::: Source data :::
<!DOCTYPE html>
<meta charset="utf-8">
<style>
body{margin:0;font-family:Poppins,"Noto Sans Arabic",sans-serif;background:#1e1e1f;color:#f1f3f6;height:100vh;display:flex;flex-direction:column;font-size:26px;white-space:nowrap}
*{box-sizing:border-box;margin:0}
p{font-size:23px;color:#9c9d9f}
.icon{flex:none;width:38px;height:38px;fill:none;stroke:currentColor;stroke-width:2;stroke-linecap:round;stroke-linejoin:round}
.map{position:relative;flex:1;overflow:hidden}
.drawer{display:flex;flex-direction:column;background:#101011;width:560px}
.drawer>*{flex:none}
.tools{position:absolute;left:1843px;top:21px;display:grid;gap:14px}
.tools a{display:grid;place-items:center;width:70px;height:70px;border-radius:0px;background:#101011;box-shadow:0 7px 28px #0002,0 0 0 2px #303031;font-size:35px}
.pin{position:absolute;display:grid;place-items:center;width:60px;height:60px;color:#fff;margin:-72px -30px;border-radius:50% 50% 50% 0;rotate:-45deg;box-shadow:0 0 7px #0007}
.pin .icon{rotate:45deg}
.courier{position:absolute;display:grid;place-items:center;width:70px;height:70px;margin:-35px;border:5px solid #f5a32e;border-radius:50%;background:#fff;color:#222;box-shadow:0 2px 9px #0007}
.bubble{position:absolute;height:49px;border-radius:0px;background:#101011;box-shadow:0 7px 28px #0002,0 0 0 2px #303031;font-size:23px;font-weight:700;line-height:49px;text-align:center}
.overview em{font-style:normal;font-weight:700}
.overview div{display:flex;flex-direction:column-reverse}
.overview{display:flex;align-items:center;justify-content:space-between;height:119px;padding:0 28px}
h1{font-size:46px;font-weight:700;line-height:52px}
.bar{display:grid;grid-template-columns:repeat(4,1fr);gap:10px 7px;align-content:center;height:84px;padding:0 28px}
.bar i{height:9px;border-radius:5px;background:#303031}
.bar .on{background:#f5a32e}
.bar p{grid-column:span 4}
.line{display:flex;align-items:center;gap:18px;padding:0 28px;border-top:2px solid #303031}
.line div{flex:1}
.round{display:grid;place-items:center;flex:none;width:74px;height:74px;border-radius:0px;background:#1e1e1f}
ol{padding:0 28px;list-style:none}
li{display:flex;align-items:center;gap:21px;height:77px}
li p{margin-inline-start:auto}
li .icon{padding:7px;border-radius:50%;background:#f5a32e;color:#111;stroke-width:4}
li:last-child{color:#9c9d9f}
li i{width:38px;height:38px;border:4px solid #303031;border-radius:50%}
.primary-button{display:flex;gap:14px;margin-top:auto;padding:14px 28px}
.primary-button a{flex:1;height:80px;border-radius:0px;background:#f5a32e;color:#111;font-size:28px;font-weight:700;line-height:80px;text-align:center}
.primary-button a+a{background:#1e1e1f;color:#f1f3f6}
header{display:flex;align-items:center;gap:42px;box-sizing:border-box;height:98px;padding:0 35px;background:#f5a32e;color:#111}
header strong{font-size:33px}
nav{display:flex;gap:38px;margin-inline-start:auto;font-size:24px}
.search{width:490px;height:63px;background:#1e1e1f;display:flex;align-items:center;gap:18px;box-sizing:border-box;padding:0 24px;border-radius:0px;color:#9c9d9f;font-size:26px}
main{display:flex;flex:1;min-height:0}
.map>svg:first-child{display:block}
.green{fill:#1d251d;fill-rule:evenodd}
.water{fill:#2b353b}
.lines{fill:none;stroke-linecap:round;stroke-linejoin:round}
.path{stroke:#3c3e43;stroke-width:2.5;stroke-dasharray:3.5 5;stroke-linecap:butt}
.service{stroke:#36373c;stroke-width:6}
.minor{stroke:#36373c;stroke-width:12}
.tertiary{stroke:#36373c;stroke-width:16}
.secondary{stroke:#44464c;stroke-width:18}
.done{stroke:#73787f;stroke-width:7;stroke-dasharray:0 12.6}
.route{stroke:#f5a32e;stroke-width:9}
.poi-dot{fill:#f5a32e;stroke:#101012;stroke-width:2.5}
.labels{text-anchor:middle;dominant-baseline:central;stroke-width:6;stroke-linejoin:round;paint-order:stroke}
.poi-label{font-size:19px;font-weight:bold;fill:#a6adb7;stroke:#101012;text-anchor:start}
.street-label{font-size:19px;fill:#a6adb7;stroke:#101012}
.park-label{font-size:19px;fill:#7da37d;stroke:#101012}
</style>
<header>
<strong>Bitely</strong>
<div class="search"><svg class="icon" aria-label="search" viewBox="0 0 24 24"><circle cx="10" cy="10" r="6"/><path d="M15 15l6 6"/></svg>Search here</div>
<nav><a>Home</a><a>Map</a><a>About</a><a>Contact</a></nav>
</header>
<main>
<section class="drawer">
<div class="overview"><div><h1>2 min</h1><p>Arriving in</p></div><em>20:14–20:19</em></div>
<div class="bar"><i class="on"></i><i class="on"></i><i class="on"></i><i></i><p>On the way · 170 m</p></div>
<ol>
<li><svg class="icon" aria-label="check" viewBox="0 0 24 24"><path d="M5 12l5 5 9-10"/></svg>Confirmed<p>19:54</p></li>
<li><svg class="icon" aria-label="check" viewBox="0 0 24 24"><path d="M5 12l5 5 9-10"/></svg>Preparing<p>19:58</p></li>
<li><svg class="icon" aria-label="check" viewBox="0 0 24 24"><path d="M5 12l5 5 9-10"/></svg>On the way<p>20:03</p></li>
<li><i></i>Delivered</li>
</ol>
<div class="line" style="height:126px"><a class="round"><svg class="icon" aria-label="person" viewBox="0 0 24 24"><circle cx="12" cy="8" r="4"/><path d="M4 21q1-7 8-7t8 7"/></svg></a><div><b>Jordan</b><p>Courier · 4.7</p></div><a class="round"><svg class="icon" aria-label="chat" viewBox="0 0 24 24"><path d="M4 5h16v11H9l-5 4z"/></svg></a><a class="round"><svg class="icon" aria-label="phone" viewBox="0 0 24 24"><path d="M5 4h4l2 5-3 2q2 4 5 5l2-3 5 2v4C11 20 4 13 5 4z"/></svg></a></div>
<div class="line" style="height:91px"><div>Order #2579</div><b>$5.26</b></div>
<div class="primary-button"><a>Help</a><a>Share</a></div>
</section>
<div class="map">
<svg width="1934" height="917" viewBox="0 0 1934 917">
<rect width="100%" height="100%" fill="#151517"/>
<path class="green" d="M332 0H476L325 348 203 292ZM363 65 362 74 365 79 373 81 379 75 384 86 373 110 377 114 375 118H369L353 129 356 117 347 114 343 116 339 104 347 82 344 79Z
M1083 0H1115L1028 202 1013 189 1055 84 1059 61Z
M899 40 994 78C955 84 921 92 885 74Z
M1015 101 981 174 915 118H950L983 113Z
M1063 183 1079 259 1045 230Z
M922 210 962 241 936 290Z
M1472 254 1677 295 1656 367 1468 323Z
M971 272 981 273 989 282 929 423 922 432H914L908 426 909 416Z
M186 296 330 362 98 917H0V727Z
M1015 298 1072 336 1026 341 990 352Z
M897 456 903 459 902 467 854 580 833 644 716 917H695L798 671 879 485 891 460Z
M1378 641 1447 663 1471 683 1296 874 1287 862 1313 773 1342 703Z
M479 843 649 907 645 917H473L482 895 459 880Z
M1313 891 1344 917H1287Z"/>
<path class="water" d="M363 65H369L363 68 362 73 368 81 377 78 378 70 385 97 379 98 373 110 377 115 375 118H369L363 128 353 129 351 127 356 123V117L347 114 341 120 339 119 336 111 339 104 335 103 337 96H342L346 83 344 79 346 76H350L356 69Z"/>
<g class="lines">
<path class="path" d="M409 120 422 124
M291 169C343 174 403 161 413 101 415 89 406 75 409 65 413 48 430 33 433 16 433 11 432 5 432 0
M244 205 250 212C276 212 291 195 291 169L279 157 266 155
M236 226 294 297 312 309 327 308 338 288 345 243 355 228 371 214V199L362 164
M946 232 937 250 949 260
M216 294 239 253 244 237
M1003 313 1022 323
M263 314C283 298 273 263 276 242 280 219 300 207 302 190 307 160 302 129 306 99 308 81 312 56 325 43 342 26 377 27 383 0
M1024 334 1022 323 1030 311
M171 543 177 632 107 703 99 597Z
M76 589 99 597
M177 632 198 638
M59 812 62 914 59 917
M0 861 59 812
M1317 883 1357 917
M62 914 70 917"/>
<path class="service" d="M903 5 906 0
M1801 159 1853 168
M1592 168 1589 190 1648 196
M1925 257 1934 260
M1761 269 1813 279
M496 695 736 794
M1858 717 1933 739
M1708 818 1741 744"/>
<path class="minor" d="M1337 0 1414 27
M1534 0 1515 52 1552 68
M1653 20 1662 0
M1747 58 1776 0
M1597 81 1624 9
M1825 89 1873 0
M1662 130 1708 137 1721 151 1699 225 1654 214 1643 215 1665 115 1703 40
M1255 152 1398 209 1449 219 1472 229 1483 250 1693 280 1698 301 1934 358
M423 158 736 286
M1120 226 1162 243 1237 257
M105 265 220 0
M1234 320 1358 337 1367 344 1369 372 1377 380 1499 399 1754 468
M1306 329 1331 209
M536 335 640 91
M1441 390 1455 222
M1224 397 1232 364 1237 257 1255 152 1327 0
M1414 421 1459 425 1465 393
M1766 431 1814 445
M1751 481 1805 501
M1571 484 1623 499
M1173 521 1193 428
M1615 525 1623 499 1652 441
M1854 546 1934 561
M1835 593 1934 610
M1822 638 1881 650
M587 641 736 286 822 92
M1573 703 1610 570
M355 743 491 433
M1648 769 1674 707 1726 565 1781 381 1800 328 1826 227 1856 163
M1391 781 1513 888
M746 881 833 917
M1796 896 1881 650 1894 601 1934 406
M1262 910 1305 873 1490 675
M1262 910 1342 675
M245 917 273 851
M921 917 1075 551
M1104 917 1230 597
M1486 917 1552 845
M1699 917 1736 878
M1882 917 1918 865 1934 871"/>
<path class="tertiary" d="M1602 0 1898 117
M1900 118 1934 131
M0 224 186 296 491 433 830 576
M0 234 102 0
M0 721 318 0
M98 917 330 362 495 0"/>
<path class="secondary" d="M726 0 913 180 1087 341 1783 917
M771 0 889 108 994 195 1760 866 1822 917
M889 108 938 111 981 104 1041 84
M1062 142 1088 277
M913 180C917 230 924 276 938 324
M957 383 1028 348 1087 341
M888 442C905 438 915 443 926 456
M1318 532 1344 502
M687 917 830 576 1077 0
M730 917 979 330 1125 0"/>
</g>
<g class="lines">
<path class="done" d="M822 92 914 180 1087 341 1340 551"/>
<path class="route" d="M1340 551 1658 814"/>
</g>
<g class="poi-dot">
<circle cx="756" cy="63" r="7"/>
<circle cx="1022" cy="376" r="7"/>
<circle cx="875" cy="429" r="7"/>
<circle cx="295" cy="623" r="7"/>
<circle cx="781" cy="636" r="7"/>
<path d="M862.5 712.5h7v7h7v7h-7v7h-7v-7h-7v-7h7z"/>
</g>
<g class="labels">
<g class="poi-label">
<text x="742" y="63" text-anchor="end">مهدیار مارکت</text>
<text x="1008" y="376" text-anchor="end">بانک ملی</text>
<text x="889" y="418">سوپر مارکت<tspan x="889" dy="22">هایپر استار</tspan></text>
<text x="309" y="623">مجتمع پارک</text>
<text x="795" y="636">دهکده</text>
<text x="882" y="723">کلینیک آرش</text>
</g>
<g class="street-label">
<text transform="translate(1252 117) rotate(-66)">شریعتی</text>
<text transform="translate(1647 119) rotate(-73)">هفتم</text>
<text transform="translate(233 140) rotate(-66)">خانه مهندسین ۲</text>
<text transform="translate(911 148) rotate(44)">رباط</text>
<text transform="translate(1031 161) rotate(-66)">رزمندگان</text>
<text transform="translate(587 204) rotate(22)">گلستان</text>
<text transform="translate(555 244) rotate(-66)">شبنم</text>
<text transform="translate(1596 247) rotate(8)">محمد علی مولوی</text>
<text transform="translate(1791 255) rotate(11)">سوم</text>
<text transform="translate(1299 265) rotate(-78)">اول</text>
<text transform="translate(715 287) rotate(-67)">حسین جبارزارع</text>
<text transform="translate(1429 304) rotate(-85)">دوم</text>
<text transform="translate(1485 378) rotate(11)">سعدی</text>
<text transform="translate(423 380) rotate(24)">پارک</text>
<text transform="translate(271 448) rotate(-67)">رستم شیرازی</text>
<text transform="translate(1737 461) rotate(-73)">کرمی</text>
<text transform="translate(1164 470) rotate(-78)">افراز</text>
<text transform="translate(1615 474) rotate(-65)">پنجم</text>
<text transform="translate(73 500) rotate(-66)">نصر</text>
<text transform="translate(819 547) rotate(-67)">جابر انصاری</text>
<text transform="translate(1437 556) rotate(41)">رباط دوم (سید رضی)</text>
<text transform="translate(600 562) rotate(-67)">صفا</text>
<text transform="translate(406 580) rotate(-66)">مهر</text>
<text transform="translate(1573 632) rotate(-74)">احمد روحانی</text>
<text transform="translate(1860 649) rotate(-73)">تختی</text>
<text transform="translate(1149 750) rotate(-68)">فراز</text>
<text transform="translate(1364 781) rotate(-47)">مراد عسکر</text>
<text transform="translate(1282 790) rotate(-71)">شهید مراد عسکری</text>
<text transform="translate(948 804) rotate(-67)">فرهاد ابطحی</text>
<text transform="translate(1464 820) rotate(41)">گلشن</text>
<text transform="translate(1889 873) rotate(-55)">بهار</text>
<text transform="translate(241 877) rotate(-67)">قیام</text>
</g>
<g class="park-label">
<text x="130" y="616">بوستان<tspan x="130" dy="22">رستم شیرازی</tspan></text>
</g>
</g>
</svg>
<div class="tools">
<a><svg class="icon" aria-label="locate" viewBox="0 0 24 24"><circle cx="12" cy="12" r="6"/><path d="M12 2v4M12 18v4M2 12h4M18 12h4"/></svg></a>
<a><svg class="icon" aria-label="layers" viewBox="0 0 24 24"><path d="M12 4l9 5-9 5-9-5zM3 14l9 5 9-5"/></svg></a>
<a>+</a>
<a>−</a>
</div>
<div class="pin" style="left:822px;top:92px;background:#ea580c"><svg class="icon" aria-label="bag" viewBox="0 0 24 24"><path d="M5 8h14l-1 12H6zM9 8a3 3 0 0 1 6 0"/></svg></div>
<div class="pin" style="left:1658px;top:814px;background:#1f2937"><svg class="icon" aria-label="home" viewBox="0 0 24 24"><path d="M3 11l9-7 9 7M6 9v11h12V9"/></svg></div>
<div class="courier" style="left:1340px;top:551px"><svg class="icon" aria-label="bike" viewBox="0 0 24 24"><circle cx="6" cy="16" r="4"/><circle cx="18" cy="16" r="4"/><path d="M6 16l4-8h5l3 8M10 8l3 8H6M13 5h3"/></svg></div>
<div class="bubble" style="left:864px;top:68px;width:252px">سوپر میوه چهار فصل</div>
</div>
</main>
:::
Find the lines that mention "overview" in the entries and show them.

### [The answer]
.overview em{font-style:normal;font-weight:700}
.overview div{display:flex;flex-direction:column-reverse}
.overview{display:flex;align-items:center;justify-content:space-between;height:119px;padding:0 28px}
<div class="overview"><div><h1>2 min</h1><p>Arriving in</p></div><em>20:14–20:19</em></div>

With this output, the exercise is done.